Treatment of EML4-ALK transgenic mice with a specific ALK inhibitor. (A and B) Transgenic mice were subjected to daily peroral administration of vehicle (A) or ALK inhibitor (B) beginning at 4 weeks of age and were examined by CT scanning of the chest on days 0, 11, and 25. The ID numbers of the mice are shown at the top. H, heart. Tumors (indicated by broken lines) in both lungs underwent progressive enlargement in all control mice but became progressively smaller in all treated animals. (C) Macroscopic examination of the lungs from mice of the control and treatment groups at 2 months after the onset of treatment.
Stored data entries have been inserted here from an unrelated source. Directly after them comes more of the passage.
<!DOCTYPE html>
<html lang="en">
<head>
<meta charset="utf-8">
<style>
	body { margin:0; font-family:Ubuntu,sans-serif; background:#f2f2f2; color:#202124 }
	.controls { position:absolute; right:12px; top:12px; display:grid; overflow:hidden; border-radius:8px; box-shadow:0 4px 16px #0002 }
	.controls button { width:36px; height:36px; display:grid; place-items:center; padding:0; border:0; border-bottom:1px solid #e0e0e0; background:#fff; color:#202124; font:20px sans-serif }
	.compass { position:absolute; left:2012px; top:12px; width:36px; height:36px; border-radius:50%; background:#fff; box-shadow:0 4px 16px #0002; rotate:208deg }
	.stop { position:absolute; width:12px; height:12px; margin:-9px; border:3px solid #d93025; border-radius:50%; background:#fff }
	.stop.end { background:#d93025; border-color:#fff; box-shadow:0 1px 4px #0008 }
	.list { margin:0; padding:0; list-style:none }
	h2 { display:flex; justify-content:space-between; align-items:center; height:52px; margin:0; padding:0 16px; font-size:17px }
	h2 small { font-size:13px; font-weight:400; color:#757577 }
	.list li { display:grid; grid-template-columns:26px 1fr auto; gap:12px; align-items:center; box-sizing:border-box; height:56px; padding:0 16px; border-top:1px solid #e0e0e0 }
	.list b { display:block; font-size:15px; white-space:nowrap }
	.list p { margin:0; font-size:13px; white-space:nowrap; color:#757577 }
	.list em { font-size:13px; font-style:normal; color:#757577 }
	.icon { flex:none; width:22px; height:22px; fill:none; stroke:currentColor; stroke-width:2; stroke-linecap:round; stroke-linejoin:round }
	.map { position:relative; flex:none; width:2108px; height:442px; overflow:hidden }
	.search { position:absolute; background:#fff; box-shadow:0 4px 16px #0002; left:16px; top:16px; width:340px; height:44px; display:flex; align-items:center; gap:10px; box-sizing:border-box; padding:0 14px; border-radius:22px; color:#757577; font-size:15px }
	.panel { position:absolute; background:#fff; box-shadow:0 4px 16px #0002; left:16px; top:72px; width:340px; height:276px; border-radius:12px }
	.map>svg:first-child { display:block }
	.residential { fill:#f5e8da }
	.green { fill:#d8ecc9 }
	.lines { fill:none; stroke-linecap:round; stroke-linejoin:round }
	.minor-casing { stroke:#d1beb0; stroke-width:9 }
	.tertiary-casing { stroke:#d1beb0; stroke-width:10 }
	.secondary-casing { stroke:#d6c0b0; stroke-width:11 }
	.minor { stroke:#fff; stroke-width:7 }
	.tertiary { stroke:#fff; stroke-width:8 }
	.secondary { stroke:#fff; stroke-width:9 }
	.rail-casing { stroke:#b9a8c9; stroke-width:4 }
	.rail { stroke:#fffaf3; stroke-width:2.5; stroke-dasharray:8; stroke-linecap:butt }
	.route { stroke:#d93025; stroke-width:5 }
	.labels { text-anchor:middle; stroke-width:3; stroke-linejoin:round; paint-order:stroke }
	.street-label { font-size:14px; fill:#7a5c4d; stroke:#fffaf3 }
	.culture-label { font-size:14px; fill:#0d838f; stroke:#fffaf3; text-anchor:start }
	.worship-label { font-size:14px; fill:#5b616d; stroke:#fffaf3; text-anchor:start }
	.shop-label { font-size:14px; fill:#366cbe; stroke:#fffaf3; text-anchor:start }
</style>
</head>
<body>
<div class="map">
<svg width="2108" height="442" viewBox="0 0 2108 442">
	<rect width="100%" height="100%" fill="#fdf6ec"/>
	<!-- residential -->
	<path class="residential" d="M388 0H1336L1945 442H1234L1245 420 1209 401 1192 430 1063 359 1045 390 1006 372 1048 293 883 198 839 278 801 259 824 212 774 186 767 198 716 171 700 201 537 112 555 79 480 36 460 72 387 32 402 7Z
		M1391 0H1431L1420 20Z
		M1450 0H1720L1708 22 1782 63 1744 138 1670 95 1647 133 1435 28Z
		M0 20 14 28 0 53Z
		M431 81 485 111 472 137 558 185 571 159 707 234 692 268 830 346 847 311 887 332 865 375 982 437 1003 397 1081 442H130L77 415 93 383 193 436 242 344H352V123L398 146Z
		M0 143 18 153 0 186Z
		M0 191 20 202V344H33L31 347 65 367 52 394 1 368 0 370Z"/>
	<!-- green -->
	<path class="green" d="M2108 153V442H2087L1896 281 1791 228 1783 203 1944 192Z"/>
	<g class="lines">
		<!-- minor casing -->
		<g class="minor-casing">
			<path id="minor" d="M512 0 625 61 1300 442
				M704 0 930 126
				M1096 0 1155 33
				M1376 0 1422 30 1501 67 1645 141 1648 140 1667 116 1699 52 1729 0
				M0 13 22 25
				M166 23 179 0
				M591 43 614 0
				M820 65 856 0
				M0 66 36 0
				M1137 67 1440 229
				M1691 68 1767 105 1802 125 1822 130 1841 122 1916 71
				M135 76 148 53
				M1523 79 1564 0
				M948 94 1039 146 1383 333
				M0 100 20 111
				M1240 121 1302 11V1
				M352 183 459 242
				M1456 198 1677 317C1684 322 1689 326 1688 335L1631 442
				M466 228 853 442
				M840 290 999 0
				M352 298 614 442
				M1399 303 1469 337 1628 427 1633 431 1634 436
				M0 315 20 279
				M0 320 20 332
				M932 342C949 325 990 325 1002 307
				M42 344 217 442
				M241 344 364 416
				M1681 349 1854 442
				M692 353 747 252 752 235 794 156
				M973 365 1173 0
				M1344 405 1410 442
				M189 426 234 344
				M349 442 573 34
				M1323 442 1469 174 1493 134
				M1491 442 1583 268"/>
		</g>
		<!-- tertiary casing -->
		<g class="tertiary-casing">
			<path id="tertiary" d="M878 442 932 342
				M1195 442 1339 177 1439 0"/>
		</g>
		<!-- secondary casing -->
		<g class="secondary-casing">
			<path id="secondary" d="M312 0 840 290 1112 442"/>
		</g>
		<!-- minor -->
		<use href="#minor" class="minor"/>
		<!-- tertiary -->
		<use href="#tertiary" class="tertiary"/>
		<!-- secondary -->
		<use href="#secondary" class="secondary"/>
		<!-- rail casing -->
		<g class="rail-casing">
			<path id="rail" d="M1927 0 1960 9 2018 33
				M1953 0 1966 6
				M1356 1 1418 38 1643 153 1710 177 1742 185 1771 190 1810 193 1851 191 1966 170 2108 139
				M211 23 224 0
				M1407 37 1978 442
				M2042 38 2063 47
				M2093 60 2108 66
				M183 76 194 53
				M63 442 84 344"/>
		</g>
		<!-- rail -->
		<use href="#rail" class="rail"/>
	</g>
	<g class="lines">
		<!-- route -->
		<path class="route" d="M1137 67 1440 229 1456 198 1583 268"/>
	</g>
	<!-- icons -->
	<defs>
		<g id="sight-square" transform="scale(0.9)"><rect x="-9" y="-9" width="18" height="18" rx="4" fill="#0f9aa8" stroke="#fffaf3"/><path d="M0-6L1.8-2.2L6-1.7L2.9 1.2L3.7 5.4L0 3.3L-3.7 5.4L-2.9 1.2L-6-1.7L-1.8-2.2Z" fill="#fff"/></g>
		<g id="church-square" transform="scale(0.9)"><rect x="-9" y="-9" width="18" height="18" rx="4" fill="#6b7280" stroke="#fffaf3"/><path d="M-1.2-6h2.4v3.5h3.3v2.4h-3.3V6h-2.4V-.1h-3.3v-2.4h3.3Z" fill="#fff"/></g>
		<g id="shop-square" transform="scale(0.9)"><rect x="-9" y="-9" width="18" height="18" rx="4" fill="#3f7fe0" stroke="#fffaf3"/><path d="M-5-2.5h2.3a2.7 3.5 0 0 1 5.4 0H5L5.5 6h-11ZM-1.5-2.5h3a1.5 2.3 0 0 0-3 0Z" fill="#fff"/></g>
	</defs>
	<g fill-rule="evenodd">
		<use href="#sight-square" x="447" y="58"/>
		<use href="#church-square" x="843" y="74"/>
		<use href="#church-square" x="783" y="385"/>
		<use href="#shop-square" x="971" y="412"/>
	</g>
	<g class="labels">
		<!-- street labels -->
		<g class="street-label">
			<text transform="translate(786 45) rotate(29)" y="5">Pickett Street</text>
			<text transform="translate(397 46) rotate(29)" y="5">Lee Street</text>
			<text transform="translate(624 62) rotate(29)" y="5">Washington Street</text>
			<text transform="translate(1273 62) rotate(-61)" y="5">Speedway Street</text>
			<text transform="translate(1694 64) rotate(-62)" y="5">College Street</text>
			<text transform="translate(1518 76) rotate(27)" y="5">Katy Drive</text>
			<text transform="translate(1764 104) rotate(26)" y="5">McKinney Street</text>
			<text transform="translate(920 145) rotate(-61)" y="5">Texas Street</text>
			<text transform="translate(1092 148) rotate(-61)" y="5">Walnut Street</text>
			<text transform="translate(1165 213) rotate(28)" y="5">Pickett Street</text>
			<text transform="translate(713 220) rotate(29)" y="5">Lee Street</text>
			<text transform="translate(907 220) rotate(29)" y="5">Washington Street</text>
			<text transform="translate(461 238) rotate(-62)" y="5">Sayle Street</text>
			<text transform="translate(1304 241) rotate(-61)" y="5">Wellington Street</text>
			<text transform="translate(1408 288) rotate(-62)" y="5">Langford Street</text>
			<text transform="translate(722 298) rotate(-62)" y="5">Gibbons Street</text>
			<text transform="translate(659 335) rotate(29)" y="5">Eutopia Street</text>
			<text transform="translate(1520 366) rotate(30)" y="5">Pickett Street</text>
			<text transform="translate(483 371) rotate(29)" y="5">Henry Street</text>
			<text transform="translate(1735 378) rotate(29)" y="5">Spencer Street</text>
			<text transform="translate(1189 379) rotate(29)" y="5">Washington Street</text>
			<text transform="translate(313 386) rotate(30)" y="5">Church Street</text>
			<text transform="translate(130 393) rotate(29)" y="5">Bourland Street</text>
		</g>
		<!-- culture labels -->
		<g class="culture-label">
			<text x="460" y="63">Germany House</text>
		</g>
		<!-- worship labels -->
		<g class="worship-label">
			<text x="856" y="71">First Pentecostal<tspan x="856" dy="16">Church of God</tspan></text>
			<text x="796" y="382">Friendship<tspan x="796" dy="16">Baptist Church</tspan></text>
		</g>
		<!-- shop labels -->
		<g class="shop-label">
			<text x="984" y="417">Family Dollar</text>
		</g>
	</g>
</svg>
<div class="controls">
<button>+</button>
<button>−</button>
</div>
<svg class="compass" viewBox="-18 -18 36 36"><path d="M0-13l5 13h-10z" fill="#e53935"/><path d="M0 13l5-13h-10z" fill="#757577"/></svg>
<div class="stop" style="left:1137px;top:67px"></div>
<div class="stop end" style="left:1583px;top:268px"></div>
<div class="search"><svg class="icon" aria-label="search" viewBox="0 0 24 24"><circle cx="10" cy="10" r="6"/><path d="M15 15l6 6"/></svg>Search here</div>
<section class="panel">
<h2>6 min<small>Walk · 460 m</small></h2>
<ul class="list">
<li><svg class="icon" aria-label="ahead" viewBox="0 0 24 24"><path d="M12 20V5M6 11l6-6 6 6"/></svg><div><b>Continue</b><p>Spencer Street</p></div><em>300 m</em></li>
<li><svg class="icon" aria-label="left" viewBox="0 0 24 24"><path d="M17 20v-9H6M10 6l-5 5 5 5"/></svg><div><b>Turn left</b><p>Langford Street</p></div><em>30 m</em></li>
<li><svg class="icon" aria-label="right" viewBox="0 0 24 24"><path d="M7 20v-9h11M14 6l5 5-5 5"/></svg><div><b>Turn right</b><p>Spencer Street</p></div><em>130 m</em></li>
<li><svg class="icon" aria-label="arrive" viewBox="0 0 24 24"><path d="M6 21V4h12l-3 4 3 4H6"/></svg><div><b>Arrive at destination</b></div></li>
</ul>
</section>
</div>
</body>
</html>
The tissue was stained with H&E. The ID numbers of the mice are shown at the bottom. Cancer nodules are indicated by arrows. Thy, thymus.

Fig. 4.

Treatment with the ALK inhibitor of mice injected with EML4-ALK/3T3 cells. (A) Nude mice were injected i.v. with 2 × 10⁵ 3T3 cells expressing EML4-ALK variant 1 and were then immediately subjected to daily peroral administration of vehicle (control, n = 10) or ALK inhibitor (treatment, n = 10). Survival of the 2 cohorts is shown as a Kaplan–Meier plot and was compared by the log-rank test, with the calculated P value indicated. (B) Macroscopic examination of lungs isolated from mice of the control group at death or of the treatment group after treatment for 31 days. The tissue was stained with H&E. Most of the lungs in both control animals were occupied with transformed EML4-ALK/3T3 cells, whereas such cells were rarely observed in the treated animal. (C) Microscopic examination of lung tissue from a mouse of the control group after H&E staining. Images of low (Left) and high (Right) magnification are shown with scale bars of 500 and 50 μm, respectively. (D) Immunohistochemical analysis with antibodies to ALK of the nodules of EML4-ALK/3T3 cells that formed in the lungs of a mouse in the control group. Images of low (Left) and high (Right) magnification are shown with scale bars of 200 and 50 μm, respectively.